**Task statement:** Tally the lines in the records underneath that contain the string "fabs", and state the figure by itself.

**Source material:**
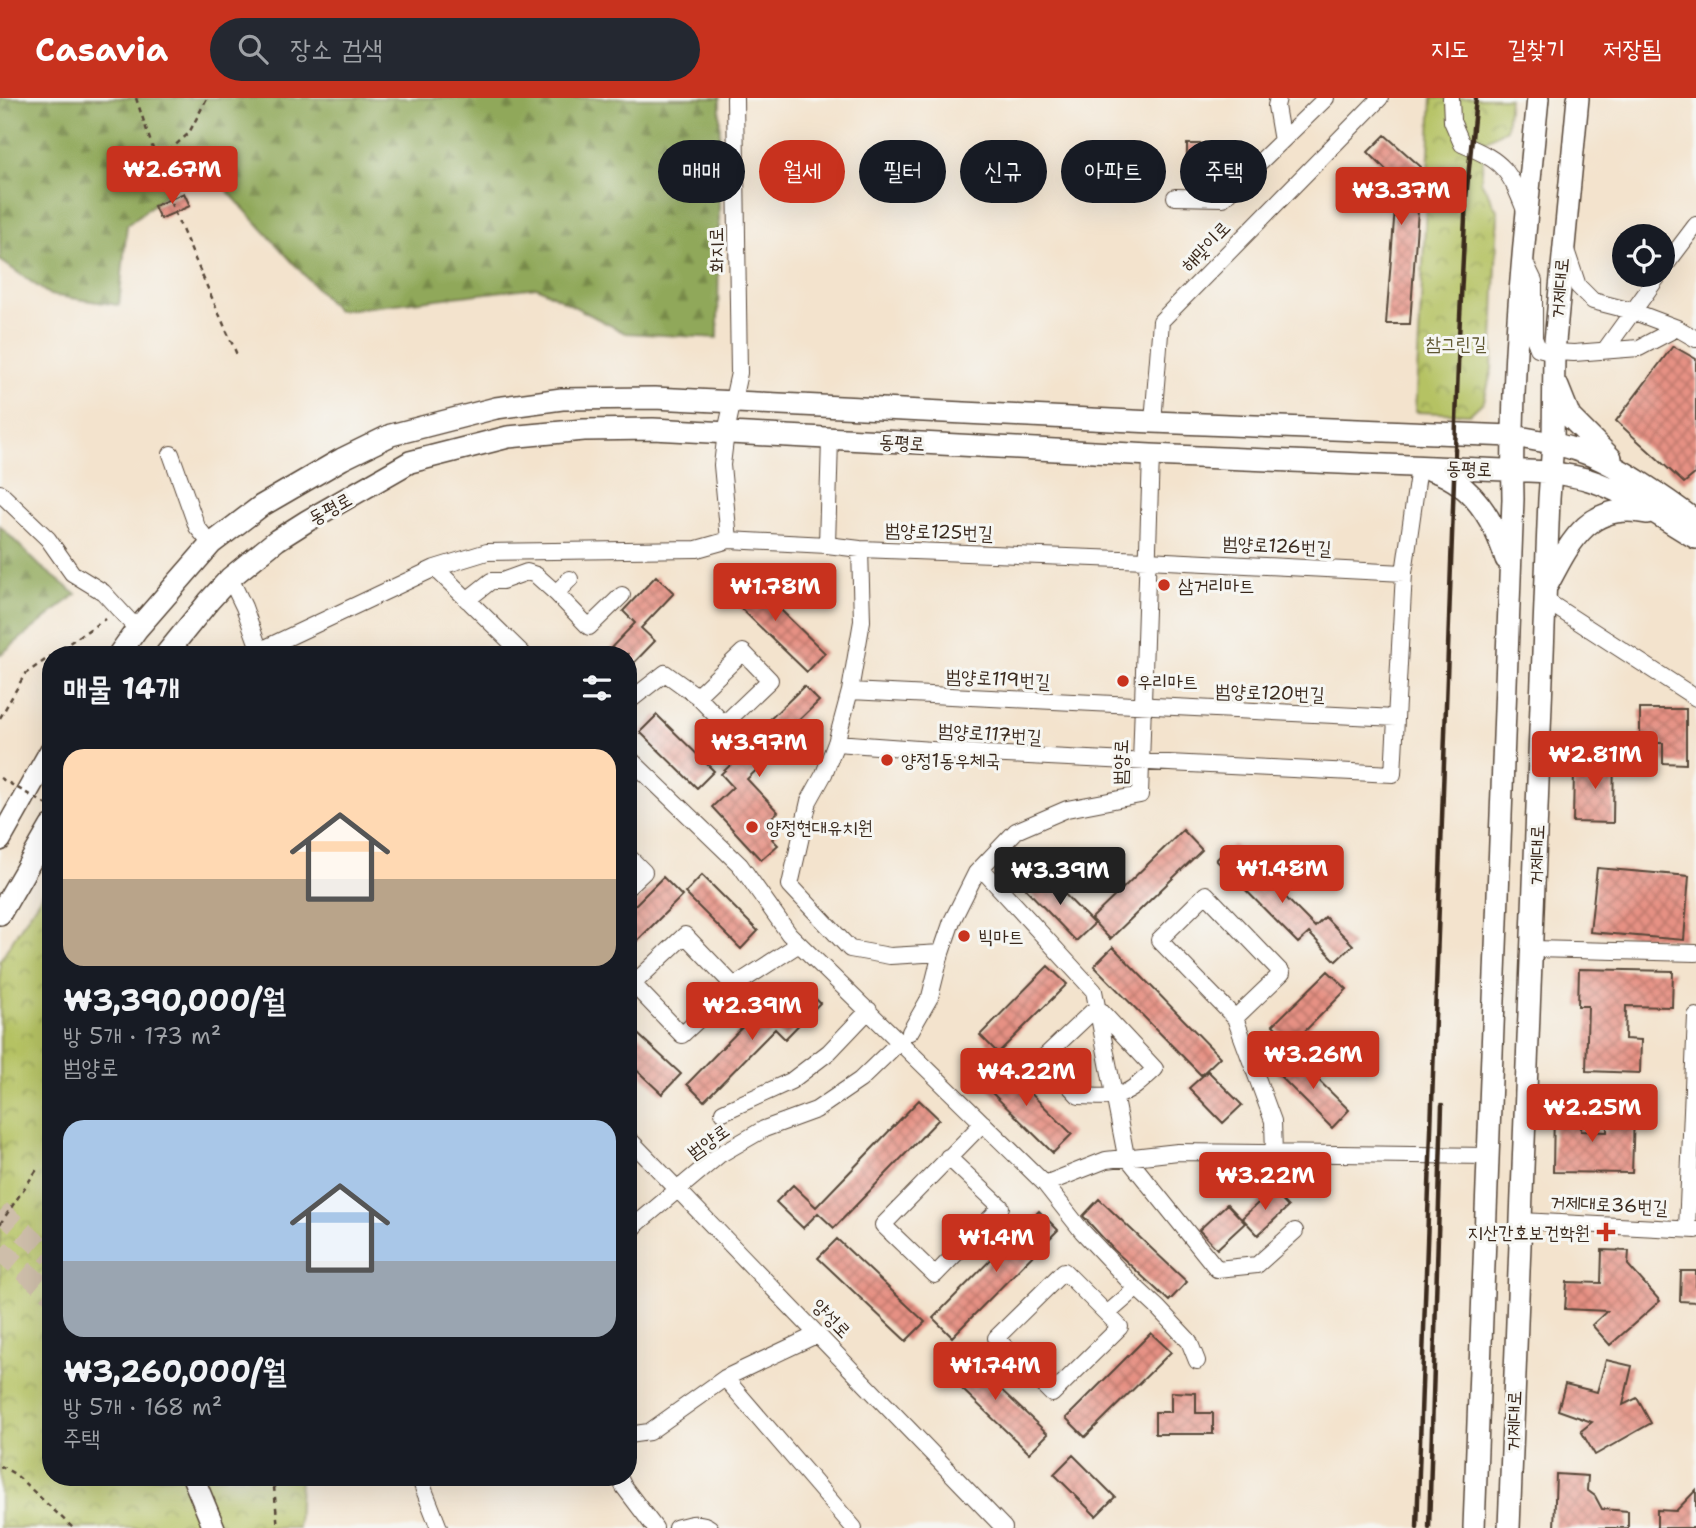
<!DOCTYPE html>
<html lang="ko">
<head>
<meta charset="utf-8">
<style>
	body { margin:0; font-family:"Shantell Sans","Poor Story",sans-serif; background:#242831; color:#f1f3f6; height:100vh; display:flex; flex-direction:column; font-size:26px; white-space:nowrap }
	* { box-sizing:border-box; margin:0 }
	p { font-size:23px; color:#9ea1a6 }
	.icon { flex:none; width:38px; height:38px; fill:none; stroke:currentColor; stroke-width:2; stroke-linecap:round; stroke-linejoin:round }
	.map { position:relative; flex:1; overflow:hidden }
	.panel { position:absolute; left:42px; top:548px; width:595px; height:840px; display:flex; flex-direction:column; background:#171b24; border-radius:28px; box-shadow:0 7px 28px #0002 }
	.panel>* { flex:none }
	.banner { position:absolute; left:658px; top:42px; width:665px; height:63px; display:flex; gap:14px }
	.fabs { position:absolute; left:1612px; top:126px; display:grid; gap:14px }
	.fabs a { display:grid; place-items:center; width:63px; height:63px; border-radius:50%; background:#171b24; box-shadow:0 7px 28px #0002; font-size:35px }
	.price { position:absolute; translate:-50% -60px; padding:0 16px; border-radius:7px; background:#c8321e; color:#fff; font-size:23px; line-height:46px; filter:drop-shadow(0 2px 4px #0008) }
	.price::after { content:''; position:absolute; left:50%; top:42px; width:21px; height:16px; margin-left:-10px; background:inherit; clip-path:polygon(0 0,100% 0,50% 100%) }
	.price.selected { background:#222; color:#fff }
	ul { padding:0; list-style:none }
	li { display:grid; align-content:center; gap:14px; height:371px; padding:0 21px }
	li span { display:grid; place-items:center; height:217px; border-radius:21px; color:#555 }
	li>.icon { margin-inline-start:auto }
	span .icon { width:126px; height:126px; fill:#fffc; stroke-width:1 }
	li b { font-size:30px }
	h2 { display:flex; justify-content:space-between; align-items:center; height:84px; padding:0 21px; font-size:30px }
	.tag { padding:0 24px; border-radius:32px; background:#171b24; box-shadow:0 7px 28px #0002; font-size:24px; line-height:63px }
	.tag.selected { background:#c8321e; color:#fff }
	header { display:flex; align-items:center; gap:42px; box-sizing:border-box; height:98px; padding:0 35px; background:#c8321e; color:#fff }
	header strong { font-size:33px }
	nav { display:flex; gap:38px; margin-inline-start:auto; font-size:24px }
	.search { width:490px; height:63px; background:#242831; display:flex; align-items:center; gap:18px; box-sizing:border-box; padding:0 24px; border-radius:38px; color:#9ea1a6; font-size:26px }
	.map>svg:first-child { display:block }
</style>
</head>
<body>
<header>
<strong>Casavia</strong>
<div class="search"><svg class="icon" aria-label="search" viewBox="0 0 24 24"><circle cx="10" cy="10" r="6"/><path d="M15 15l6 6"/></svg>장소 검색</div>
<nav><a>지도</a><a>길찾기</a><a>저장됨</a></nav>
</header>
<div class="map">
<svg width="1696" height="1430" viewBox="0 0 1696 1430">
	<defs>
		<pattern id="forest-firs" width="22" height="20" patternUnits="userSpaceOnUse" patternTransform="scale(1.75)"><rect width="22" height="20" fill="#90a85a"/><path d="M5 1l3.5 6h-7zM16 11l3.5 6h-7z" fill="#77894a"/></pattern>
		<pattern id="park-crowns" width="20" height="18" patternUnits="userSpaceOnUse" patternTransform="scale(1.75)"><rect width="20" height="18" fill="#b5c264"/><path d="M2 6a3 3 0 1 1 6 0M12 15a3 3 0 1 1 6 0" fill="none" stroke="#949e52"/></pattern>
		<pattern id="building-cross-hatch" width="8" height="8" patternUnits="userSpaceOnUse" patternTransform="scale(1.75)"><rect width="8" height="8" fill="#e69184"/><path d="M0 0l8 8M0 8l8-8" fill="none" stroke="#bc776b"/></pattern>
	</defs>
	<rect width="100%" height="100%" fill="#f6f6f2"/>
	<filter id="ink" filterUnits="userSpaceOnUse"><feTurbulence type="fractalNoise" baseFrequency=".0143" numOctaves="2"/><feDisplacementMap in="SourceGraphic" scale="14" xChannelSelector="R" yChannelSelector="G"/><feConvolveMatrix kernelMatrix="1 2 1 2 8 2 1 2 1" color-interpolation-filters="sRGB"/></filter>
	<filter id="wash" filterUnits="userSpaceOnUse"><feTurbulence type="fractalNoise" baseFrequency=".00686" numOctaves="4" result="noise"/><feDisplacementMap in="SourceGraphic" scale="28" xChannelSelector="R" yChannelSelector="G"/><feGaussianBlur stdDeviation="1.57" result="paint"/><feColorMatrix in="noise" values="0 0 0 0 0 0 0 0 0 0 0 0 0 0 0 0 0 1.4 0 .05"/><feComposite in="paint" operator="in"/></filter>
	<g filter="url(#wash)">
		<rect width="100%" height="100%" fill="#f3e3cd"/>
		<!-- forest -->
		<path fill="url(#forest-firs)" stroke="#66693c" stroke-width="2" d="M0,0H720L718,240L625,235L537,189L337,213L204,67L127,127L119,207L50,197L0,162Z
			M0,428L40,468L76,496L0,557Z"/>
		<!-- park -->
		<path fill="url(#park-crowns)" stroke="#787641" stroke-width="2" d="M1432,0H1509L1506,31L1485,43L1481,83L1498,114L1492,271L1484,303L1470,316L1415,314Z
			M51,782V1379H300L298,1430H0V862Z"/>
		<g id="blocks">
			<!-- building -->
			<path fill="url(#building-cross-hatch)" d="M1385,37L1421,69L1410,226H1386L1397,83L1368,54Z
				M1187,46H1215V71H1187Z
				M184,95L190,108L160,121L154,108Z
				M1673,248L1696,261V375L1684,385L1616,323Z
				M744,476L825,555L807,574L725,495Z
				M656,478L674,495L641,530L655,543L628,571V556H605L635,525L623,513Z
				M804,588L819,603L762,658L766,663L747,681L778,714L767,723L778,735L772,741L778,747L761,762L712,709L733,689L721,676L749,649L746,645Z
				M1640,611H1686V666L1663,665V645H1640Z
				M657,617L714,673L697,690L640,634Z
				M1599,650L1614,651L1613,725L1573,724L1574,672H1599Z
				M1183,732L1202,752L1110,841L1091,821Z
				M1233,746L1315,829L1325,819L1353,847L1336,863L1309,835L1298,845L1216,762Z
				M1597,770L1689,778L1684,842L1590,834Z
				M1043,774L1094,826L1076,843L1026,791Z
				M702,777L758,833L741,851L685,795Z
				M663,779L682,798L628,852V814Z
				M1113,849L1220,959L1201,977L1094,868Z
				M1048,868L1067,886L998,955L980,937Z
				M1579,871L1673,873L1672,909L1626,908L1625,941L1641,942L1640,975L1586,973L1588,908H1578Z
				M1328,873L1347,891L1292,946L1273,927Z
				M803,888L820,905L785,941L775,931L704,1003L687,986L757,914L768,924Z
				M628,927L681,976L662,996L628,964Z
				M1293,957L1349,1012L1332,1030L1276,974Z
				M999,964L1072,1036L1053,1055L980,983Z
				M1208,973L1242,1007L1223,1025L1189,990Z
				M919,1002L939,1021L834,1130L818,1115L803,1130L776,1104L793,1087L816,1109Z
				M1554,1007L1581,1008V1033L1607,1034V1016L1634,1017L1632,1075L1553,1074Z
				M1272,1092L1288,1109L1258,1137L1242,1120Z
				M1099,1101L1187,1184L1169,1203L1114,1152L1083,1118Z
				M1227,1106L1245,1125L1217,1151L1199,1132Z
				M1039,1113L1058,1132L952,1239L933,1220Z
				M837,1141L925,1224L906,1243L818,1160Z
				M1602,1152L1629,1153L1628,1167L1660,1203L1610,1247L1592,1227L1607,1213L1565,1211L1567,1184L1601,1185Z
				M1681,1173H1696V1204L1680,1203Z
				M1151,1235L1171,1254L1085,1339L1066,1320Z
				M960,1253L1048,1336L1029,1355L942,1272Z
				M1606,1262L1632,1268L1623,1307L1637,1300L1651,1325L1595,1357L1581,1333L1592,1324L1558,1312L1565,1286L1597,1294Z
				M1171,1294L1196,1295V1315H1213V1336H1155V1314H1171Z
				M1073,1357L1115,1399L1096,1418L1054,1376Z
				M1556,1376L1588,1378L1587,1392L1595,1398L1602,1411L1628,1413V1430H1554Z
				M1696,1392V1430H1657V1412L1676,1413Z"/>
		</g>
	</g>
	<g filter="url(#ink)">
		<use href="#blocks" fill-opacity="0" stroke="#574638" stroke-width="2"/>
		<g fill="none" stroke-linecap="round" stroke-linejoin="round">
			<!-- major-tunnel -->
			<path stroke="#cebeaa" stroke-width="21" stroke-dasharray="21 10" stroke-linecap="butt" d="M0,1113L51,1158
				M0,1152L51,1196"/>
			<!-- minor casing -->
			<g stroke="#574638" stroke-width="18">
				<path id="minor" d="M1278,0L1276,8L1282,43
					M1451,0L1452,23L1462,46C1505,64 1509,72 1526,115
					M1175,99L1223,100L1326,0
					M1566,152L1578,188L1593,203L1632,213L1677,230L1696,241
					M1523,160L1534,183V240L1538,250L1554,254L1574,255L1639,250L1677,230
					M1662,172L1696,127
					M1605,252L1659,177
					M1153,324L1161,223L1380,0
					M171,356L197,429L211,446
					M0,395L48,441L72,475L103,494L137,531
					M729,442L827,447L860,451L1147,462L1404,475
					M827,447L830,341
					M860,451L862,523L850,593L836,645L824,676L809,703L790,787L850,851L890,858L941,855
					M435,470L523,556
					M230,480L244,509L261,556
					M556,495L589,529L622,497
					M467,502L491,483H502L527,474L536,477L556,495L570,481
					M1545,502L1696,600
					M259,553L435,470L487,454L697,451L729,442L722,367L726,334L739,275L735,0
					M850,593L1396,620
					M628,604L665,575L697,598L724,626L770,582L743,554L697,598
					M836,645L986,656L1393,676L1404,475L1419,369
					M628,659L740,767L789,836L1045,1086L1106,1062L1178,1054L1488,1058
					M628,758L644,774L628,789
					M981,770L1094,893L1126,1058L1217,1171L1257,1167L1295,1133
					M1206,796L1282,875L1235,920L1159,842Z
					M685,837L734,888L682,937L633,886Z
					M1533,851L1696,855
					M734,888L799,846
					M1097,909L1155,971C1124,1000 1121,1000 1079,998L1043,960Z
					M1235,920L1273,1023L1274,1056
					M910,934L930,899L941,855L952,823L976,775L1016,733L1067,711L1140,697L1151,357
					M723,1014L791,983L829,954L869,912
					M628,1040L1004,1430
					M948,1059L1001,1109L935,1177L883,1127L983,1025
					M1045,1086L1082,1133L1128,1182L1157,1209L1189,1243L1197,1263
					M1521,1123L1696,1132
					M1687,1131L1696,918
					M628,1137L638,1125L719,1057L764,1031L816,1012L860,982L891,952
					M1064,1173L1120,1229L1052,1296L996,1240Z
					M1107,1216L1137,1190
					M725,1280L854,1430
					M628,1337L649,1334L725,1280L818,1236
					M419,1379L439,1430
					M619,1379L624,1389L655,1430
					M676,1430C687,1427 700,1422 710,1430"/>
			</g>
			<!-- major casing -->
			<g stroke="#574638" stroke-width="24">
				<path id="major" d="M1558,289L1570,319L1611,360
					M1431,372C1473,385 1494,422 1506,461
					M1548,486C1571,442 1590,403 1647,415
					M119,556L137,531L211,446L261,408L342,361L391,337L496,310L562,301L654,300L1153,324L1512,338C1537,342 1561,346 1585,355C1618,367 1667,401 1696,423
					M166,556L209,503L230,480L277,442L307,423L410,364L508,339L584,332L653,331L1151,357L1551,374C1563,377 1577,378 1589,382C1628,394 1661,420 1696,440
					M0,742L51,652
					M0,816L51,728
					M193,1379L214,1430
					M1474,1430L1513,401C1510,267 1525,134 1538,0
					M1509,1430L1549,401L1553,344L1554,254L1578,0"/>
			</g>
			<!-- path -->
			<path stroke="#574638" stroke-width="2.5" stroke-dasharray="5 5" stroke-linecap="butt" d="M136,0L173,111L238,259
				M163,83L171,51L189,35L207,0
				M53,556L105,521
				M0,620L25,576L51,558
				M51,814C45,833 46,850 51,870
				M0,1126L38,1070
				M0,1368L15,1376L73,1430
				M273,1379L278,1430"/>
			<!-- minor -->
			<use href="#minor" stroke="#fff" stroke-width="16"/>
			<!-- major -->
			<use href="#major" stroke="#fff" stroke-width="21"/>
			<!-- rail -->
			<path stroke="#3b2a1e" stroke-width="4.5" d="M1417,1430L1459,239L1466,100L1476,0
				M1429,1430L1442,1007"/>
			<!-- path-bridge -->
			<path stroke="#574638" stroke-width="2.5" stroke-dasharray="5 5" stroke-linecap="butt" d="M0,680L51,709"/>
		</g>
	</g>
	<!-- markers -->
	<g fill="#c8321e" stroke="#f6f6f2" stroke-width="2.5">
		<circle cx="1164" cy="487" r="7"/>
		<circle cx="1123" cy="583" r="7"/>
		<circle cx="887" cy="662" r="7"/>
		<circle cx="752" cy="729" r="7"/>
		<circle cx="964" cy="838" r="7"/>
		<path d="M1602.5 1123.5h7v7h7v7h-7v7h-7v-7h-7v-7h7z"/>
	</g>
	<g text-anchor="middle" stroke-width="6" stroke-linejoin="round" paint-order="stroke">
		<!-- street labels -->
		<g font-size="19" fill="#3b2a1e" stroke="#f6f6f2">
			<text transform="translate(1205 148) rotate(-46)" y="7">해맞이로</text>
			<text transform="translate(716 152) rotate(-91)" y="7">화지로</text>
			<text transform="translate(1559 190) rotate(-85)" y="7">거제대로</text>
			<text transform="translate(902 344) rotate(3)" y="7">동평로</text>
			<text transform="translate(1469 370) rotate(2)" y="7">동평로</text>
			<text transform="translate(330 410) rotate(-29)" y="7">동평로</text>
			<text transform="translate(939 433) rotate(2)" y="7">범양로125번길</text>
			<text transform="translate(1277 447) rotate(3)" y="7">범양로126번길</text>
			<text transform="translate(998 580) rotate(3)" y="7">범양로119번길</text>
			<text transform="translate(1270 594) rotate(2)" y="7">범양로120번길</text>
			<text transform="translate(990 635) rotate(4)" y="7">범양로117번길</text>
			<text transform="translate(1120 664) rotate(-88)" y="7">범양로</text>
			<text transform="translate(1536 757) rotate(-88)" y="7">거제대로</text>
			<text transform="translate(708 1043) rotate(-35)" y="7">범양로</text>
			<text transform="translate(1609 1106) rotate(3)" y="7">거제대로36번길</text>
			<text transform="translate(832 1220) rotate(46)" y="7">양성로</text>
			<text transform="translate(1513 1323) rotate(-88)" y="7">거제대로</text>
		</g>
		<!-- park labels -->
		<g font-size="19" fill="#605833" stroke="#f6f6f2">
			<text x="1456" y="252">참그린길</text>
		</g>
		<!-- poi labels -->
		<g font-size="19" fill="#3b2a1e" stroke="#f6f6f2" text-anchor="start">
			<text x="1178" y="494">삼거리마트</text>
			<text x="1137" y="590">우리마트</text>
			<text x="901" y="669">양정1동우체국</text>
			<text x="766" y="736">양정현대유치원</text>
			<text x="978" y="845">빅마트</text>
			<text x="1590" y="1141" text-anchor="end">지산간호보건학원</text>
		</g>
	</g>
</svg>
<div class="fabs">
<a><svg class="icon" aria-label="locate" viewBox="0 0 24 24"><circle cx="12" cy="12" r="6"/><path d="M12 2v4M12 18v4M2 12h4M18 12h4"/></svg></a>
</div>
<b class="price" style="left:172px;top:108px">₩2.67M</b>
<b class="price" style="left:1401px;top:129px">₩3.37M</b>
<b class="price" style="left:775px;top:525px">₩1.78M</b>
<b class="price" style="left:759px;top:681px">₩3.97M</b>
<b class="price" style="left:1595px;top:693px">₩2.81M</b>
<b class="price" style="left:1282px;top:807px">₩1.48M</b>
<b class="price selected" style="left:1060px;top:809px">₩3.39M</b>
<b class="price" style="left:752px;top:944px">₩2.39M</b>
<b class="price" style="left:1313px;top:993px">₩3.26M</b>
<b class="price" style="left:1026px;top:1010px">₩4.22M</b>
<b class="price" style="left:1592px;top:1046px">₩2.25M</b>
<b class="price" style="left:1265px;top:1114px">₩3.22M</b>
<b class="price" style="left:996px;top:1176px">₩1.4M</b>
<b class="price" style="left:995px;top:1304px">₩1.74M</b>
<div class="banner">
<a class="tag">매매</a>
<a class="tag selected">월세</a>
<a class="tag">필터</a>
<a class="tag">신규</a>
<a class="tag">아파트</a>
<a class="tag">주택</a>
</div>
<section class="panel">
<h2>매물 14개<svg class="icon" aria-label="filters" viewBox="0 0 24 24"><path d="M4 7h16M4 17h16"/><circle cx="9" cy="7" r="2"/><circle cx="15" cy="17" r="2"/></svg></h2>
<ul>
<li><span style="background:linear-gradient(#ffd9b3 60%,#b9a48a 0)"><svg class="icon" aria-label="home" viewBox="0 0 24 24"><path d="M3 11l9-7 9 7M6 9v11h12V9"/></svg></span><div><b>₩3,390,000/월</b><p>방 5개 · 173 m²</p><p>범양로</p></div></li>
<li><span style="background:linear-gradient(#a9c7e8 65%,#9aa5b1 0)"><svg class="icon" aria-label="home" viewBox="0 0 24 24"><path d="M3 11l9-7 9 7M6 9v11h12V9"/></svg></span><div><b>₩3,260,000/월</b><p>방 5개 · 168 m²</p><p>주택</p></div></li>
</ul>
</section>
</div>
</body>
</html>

**Task output:** 3